• Try it
Please set down each of the lines below once more, exactly, omitting all pictures.

++++ Records for the task

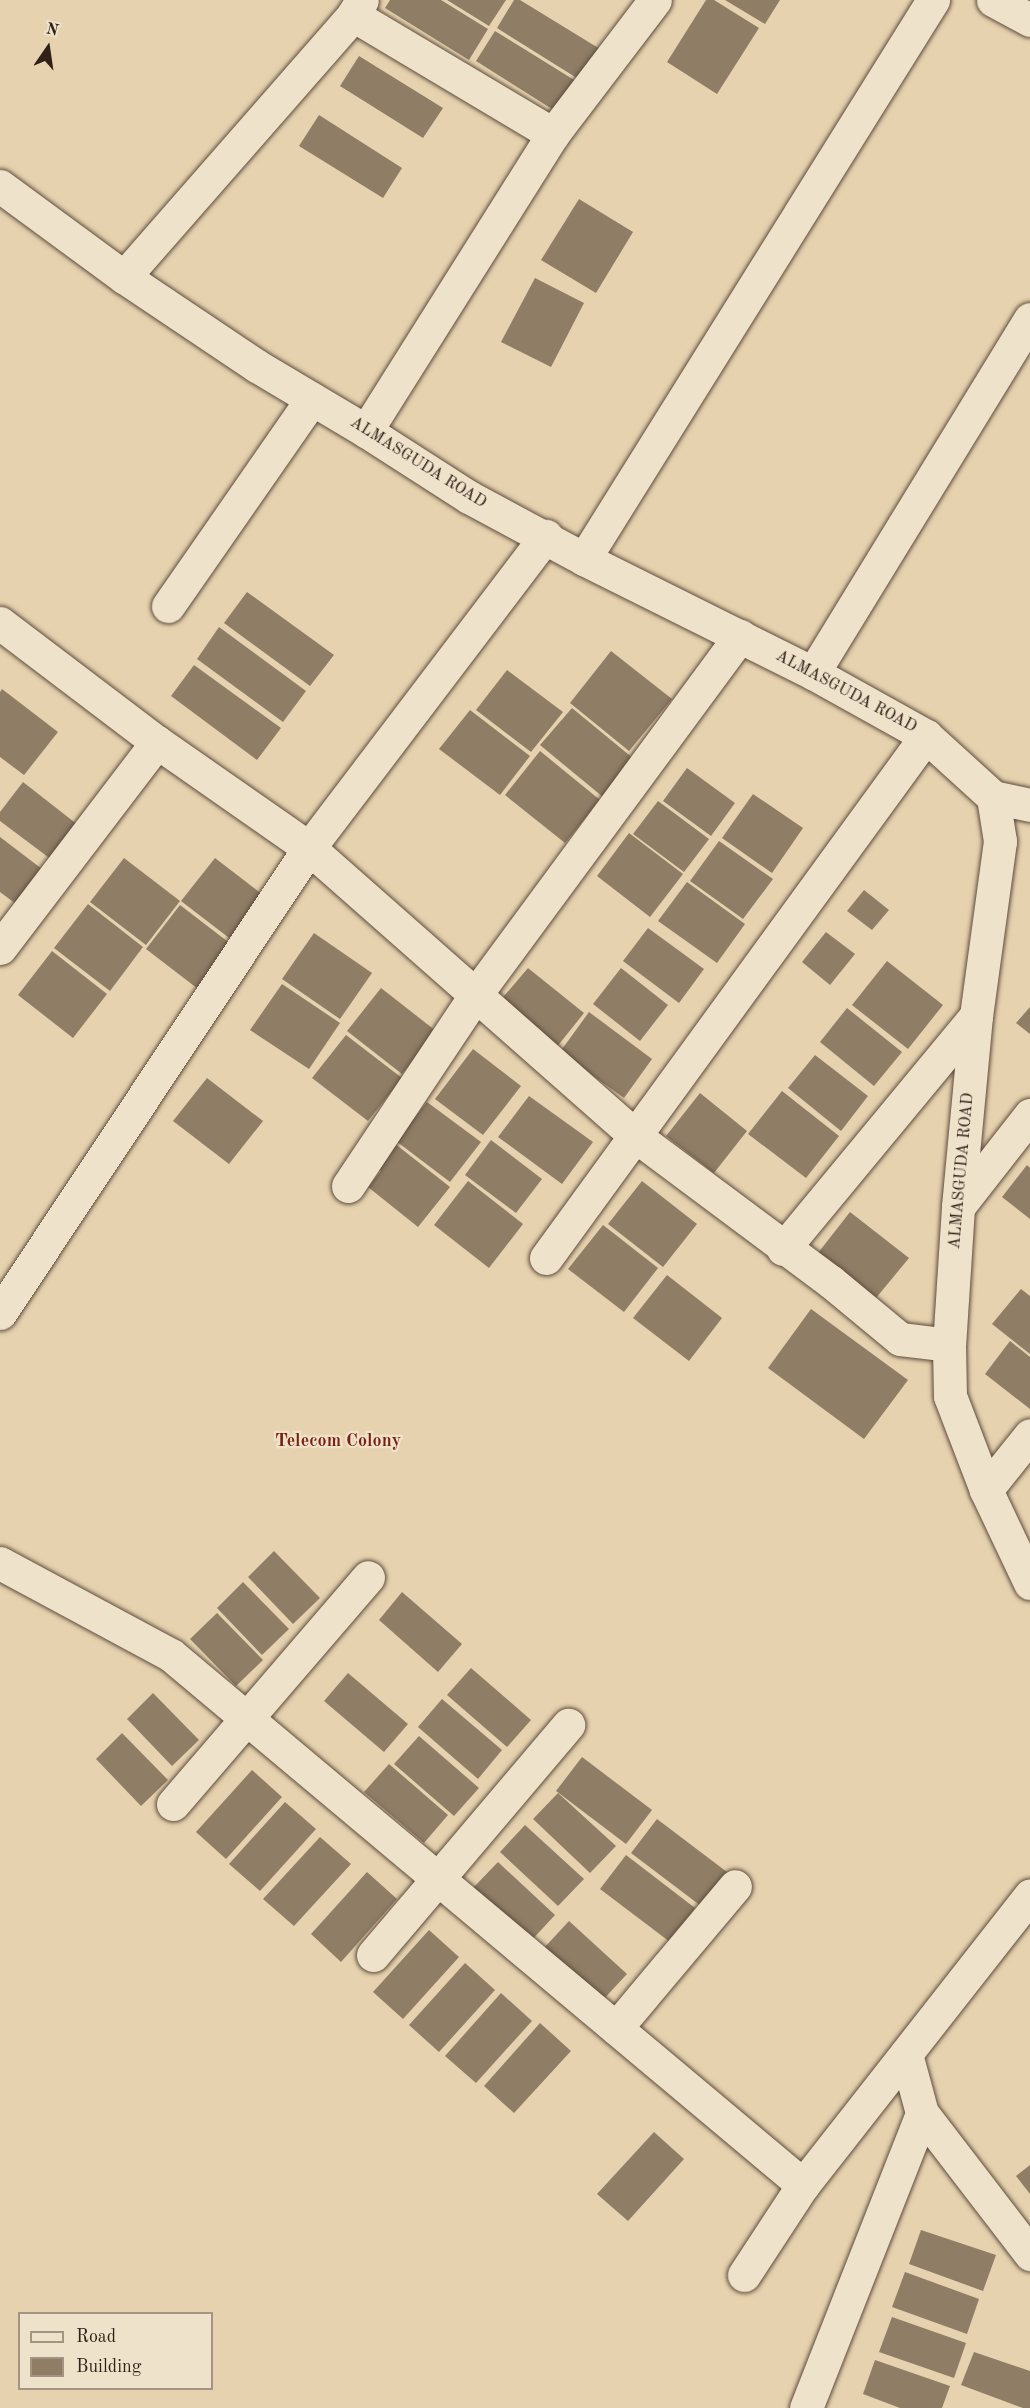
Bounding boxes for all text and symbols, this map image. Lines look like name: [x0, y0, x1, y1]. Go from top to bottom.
north arrow: [18, 18, 78, 78]
text: N: [44, 21, 60, 40]
street label: ALMASGUDA ROAD: [346, 413, 490, 513]
street label: ALMASGUDA ROAD: [772, 647, 920, 737]
street label: ALMASGUDA ROAD: [946, 1092, 978, 1250]
district label: Telecom Colony: [275, 1430, 401, 1452]
legend: [18, 2312, 213, 2390]
text: Road: [76, 2328, 116, 2346]
text: Building: [76, 2358, 141, 2376]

++++++++

• Result for this exercise
Bounding boxes for all text and symbols, this map image. Lines look like name: [x0, y0, x1, y1]. Go from top to bottom.
north arrow: [18, 18, 78, 78]
text: N: [44, 21, 60, 40]
street label: ALMASGUDA ROAD: [346, 413, 490, 513]
street label: ALMASGUDA ROAD: [772, 647, 920, 737]
street label: ALMASGUDA ROAD: [946, 1092, 978, 1250]
district label: Telecom Colony: [275, 1430, 401, 1452]
legend: [18, 2312, 213, 2390]
text: Road: [76, 2328, 116, 2346]
text: Building: [76, 2358, 141, 2376]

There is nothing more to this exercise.